Having been inundated with articles on “How to survive a pandemic”, I wondered was there any such tips for surviving a likely recession. There were a few posts, but not as many as I thought there would be. However, one line in an article the ‘Forbes’ website caught my attention. In his final thoughts in an article entitled ‘Surviving the recession’, Jay Adkisson writes, Downturns really are just a season of our economy”. I liked that. It may be a cold winter, but spring will surely follow.
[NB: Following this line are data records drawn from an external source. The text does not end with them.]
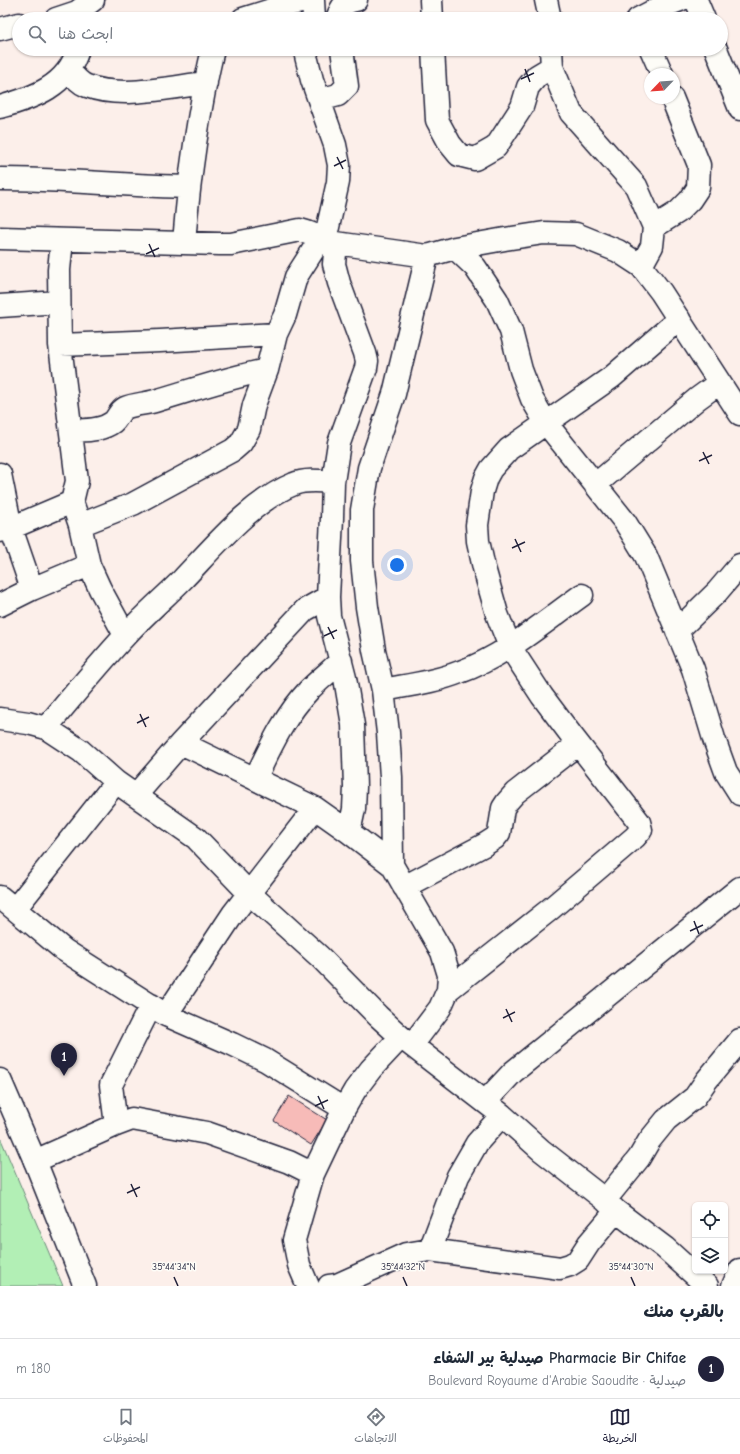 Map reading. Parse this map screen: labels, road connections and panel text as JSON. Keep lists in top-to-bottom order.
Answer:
{
  "north": "bottom left",
  "page": {
    "search": "ابحث هنا",
    "pins": "1",
    "heading": "بالقرب منك",
    "list": [
      {
        "mark": "1",
        "name": "Pharmacie Bir Chifae صيدلية بير الشفاء",
        "note": "صيدلية · Boulevard Royaume d'Arabie Saoudite",
        "value": "180 m"
      }
    ],
    "nav": ["الخريطة", "الاتجاهات", "المحفوظات"]
  },
  "coordinates": ["35°44'34\"N", "35°44'32\"N", "35°44'30\"N"]
} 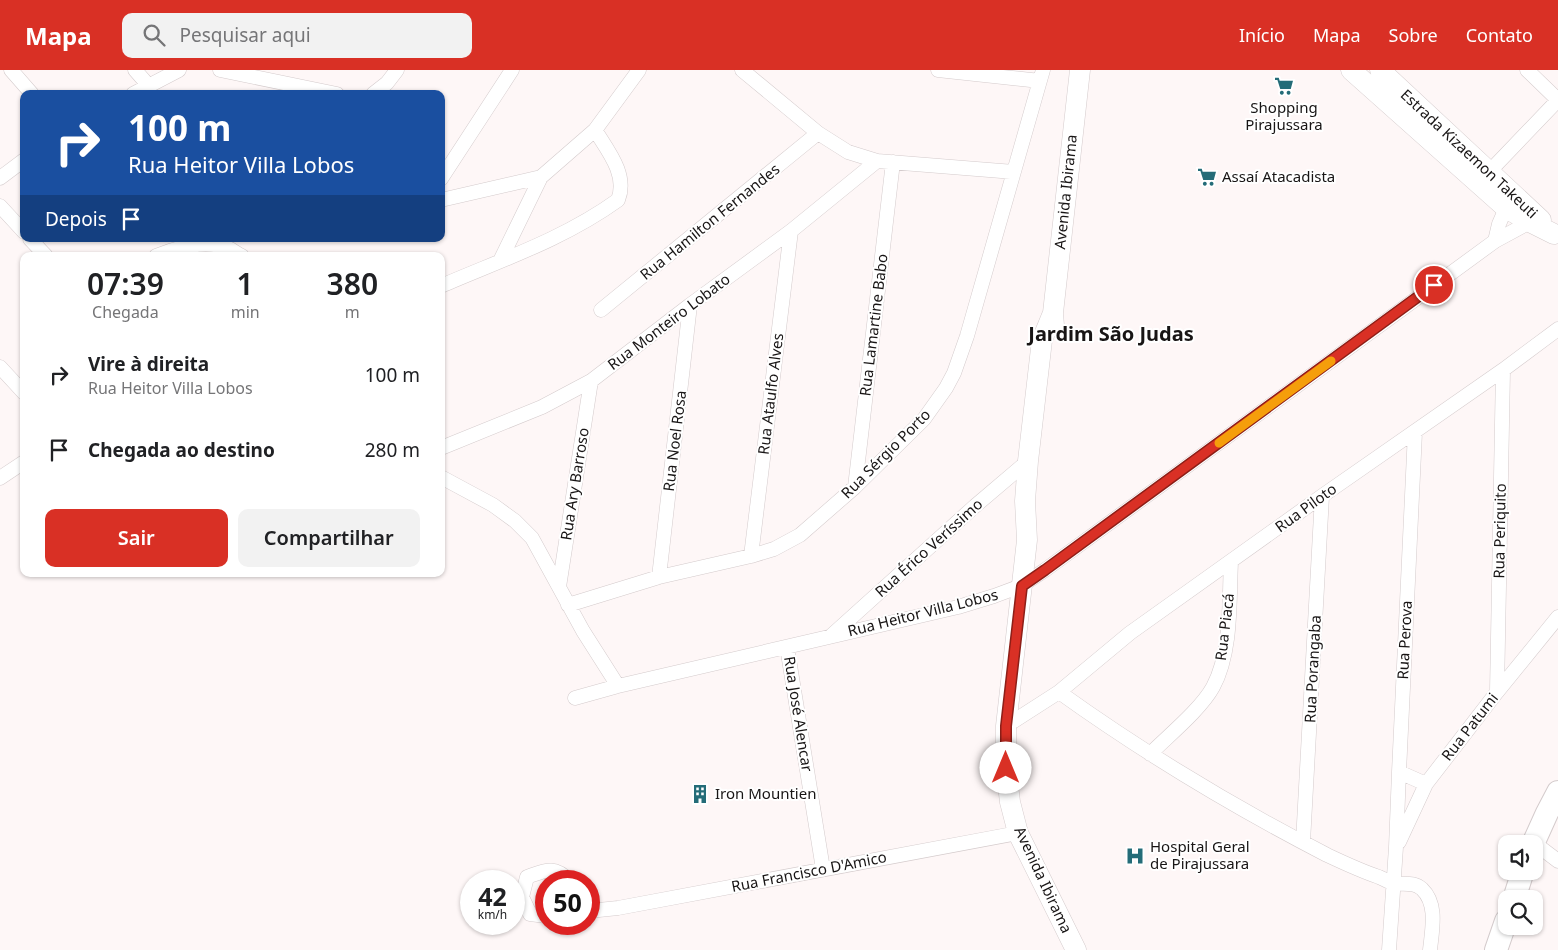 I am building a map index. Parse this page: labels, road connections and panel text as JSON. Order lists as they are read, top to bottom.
{
  "streets": {
    "main road": ["Estrada Kizaemon Takeuti", "Avenida Ibirama"],
    "street": [
      "Rua Hamilton Fernandes",
      "Rua Monteiro Lobato",
      "Rua Lamartine Babo",
      "Rua Ataulfo Alves",
      "Rua Noel Rosa",
      "Rua Sérgio Porto",
      "Rua Ary Barroso",
      "Rua Piloto",
      "Rua Periquito",
      "Rua Érico Veríssimo",
      "Rua Heitor Villa Lobos",
      "Rua Piacá",
      "Rua Perova",
      "Rua Porangaba",
      "Rua José Alencar",
      "Rua Patumi",
      "Rua Francisco D'Amico"
    ]
  },
  "crossings": [
    ["Estrada Kizaemon Takeuti", "Rua Heitor Villa Lobos"],
    ["Avenida Ibirama", "Rua Piloto"],
    ["Avenida Ibirama", "Rua Érico Veríssimo"],
    ["Avenida Ibirama", "Rua Heitor Villa Lobos"],
    ["Avenida Ibirama", "Rua Francisco D'Amico"],
    ["Rua Monteiro Lobato", "Rua Ataulfo Alves"],
    ["Rua Monteiro Lobato", "Rua Noel Rosa"],
    ["Rua Monteiro Lobato", "Rua Ary Barroso"],
    ["Rua Lamartine Babo", "Rua Sérgio Porto"],
    ["Rua Ataulfo Alves", "Rua Sérgio Porto"],
    ["Rua Noel Rosa", "Rua Sérgio Porto"],
    ["Rua Piloto", "Rua Periquito"],
    ["Rua Piloto", "Rua Piacá"],
    ["Rua Piloto", "Rua Perova"],
    ["Rua Piloto", "Rua Porangaba"],
    ["Rua Periquito", "Rua Patumi"],
    ["Rua Érico Veríssimo", "Rua Heitor Villa Lobos"],
    ["Rua Heitor Villa Lobos", "Rua José Alencar"],
    ["Rua Perova", "Rua Patumi"],
    ["Rua José Alencar", "Rua Francisco D'Amico"]
  ],
  "districts": ["Jardim São Judas"],
  "places": {
    "supermarket": ["Shopping Pirajussara", "Assaí Atacadista"],
    "building": ["Iron Mountien"],
    "hospital": ["Hospital Geral de Pirajussara"]
  },
  "page": {
    "header": "Mapa",
    "search": "Pesquisar aqui",
    "nav": [
      "Início",
      "Mapa",
      "Sobre",
      "Contato"
    ],
    "turn": ["100 m", "Rua Heitor Villa Lobos"],
    "then": "Depois",
    "eta": [
      "07:39",
      "Chegada",
      "1",
      "min",
      "380",
      "m"
    ],
    "list": [
      {
        "name": "Vire à direita",
        "note": "Rua Heitor Villa Lobos",
        "value": "100 m"
      },
      {
        "name": "Chegada ao destino",
        "value": "280 m"
      }
    ],
    "buttons": ["Sair", "Compartilhar"],
    "speed": "42 km/h",
    "limit": "50"
  }
} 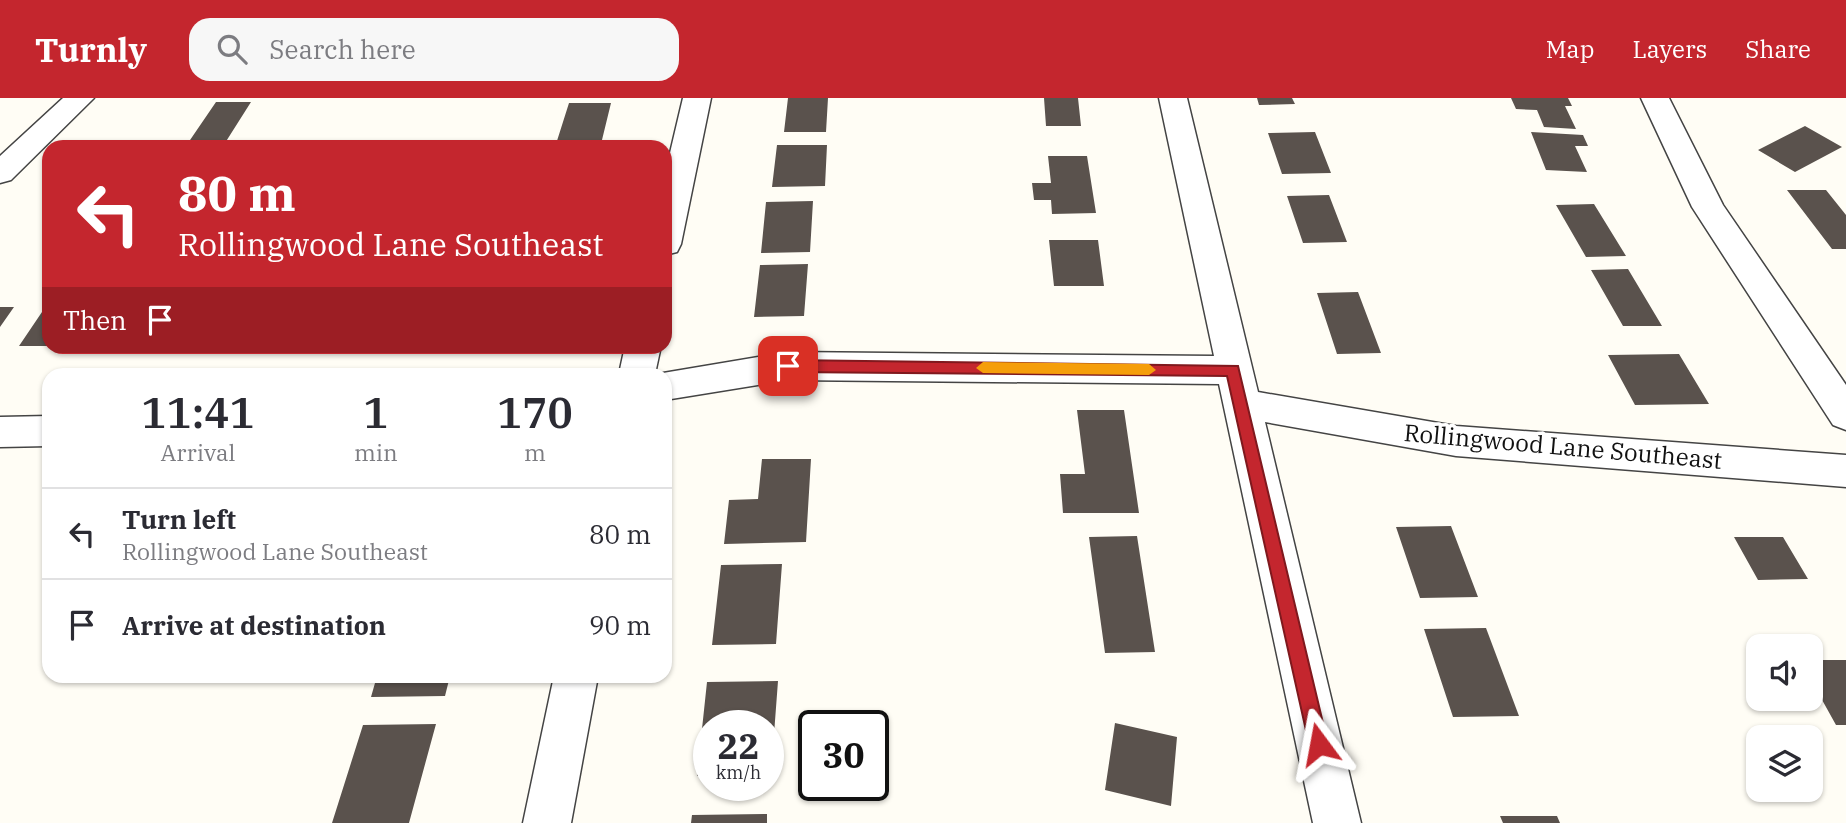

In looking at the markets over previous recessionary periods, research conducted by Irish Life notes that the duration of the bear market (negative market – so-called as the bear swipes down), was 17 months, resulting in a total decrease of 57%. This was followed by 129 months of a bull market and an increase of 378%. There are similar statistics on investment trends available from the 1973 oil crisis and the so-called, Black Monday. The market shock due to the Covid-19 pandemic is still developing. Markets were down by 32% by the end of March, and while there has been a significant rally, there is also significant volatility. The potential for another sharp drop has been predicted. However, spring will eventually bloom, and in the meantime, there a few things you can do to protect your finances.
REVIEW YOUR BUDGET
Most of us have some idea of our income versus our outgoings. We know our income, and our fixed expenditure, such as the mortgage. However, achieving a more realistic picture requires a little more effort. You will need to look at outgoings that only happen on a quarterly or less frequent basis. You will need to be realistic and account for costs that will fall under a “lifestyle” section if you regularly attend a sports fixture or the theatre; it all needs to go in the budget. All banks now have online facilities that provide statements going back a year or more. The frequency with which we use Visa and more recently, Revolut means that much of the data is readily available to help us analyse our spending habits. You may find you have a regular deficit. If so, this should be addressed immediately. Knowing your spending habits may help you to take a more practical approach to your finances.
This may seem small, however, do you know what you currently pay to your bank in charges? Some of the more recent charges banks have introduced include fees per transactions, such as ATM withdrawals and chip and pin transactions. Establish what your charges are and if there are conditions to be met to avoid them. If you cannot meet the conditions, find another bank, with terms you can meet, or with lower charges.
REVIEW YOUR PROTECTION REQUIREMENTS AND COSTS
Where you are in your financial life cycle will help clarify what level and type of protection you need. If you have no family and no debt, if you were unable to work due to illness or injury. On the other hand, if you have a family and mortgage, you are likely to need a combination of life cover, income protection and serious illness cover. Balance is key, and you should speak to a financial adviser to ensure you are not over-covered in one area and under-covered in another.
Staying the course in pension savings is important, irrespective of what stock markets are doing. If you are concerned about how your fund is invested, you should speak to your provider and ask them to outline your options; however, you do not need to take action simply for the sake of it. As with the seasons analogy above, markets recover as is their nature.
If you are close to retirement, it may be less about making contributions and more about planning which option suits you best when you retire. You should engage with this decision now and not leave it until the day you hit the golden age. We can’t predict the future, but there are steps we can take to ease the journey there.